Arjun, an Indian national speaking from inside a compound on behalf of a group from across South Asia, said they haven’t been paid since March. When they went on strike in April, they were locked in a room with no electricity or food for three days. The compound’s name has been withheld for the group’s safety.
“The company is treating us like animals,” he wrote. “Help us, I’m begging you.”
He showed This Week in Asia his communications with India’s embassy in Yangon asking for help, as well as an April letter sent by the embassy to Myanmar’s Ministry of Foreign Affairs requesting support.
When asked about Arjun’s case, an embassy representative, who asked not to be named, said that “getting things done” is “very difficult”.
“These are not areas where the police can go and get the people out. The government does not have any direct influence over these compounds,” he said, referring to the military junta that seized power more than two years ago.
In the absence of official law-enforcement channels, governments and NGOs are largely restricted to offering support once victims have made their way back to Thailand.
The fastest and easiest way to leave is for workers to terminate their “contracts” with large cash payments calculated by how much they earned the scam gang, minus inflated fees for transport and recruitment.
Workers often leave saddled with debt after emptying their savings, taking out loans and borrowing from family and friends to scrape the money together. This was how Ashraf finally secured his release in mid-July, forking over US$10,000.
Though promised high wages, most end up leaving in a significantly worse financial position than when they entered.
“They didn’t give us our salary, they stole our money, they stole our jewellery,” Jane said.
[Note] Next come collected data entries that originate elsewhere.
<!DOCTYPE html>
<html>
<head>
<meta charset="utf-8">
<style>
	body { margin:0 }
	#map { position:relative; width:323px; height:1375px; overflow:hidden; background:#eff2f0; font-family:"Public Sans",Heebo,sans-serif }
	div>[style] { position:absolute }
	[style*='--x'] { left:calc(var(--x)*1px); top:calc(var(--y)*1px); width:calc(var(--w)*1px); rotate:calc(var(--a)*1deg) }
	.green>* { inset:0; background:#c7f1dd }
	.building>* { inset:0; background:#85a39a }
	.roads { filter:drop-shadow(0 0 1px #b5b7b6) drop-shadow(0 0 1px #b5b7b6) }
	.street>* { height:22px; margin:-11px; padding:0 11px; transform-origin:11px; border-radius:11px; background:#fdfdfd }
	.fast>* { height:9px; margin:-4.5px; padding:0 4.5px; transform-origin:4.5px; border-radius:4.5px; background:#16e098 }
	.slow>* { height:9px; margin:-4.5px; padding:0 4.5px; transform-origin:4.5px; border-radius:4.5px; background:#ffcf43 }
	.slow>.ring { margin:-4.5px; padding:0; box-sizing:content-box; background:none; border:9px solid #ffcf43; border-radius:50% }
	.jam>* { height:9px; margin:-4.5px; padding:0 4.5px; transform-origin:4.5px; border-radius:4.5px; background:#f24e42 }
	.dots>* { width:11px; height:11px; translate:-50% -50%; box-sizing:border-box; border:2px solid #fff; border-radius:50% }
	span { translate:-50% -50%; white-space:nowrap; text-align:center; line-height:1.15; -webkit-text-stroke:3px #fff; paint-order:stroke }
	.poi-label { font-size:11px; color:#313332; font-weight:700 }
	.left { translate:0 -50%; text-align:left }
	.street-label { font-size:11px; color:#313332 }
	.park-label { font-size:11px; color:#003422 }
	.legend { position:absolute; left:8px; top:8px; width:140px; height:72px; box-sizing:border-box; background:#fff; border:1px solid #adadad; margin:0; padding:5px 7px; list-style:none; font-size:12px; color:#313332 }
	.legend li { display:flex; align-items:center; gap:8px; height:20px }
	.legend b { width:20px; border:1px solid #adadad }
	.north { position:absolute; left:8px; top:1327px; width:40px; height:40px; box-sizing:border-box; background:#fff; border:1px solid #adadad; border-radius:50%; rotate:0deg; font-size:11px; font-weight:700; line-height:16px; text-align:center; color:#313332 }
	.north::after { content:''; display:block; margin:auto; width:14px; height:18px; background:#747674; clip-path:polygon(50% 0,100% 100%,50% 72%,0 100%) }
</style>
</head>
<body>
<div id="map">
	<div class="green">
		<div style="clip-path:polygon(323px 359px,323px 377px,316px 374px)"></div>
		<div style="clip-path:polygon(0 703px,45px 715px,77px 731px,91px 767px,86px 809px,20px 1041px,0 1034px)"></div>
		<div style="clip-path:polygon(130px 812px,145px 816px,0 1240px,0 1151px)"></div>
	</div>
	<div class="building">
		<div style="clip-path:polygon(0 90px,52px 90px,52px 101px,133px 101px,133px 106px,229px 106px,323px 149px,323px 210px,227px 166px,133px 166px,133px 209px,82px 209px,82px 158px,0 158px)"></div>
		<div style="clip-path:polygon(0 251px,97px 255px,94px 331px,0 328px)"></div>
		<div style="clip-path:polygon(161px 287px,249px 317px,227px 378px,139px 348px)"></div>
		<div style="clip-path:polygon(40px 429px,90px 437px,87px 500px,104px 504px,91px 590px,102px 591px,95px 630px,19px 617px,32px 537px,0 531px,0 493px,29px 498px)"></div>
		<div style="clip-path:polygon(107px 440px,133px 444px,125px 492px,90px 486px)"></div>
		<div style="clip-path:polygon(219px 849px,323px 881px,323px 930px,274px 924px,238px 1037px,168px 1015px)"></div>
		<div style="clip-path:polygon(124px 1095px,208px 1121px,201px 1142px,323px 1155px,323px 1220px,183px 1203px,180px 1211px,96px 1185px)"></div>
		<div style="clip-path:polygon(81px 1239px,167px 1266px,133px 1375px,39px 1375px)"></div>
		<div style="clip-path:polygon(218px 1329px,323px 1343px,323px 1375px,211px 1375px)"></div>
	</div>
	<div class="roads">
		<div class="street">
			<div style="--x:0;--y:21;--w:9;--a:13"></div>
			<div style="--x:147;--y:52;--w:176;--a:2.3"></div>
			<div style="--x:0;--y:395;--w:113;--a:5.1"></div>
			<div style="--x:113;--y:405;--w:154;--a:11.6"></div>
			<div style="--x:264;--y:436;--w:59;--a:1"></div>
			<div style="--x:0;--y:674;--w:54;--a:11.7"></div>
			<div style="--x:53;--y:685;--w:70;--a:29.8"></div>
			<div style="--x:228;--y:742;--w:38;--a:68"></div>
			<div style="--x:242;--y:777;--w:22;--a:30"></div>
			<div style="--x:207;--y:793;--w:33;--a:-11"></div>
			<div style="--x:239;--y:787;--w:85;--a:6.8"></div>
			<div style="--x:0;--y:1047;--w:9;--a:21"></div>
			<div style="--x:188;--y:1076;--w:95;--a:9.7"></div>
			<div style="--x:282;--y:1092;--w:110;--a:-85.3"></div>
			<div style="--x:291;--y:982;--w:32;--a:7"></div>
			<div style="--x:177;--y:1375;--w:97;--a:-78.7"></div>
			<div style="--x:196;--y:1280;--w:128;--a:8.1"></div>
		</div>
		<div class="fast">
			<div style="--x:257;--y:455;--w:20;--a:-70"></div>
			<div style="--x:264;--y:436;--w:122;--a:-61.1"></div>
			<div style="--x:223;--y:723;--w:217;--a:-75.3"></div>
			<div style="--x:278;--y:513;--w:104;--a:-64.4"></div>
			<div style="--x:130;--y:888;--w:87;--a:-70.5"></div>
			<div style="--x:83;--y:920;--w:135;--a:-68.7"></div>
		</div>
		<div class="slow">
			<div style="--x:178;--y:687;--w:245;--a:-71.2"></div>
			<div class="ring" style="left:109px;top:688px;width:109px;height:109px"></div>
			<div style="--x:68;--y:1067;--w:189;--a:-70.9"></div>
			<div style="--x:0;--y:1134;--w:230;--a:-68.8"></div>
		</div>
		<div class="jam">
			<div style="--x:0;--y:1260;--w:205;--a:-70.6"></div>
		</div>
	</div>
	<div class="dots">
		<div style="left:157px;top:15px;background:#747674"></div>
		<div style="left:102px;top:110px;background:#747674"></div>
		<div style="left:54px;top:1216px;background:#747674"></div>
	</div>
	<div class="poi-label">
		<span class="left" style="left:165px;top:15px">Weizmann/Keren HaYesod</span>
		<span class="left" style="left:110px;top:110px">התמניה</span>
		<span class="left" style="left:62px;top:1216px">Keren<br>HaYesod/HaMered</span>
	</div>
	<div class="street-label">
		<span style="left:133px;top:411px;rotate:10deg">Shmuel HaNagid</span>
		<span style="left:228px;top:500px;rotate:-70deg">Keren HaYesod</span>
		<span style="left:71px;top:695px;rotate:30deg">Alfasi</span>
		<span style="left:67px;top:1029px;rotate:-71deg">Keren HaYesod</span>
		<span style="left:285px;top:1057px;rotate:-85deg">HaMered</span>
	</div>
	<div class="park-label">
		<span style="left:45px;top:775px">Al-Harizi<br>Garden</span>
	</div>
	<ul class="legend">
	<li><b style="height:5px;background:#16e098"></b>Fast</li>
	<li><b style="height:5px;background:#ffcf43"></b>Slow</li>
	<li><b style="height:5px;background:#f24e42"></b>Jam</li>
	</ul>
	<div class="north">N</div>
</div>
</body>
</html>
As people returning from Myanmar’s scam centres usually cross back into Thailand upon release, NGOs can find themselves accused of human trafficking if they assist.
Further complicating matters, most victims initially enter Thailand as tourists before being taken to Myanmar, only returning to their country of arrival long after their visas have expired.
Facing overstay charges, many are advised to surrender to immigration authorities who can proceed with court proceedings that usually see them convicted, fined and temporarily banned from re-entering Thailand.
The alternative – registering under Thailand’s National Referral Mechanism, created last year to process trafficking victims – results in a months-long investigation.
Moore said that 90 per cent of the more than 450 people she’s worked with “choose to go home as soon as possible” by turning themselves into immigration officials without lodging a formal complaint.
“So much of this is going under the radar,” she added. “We have no idea how big this is.”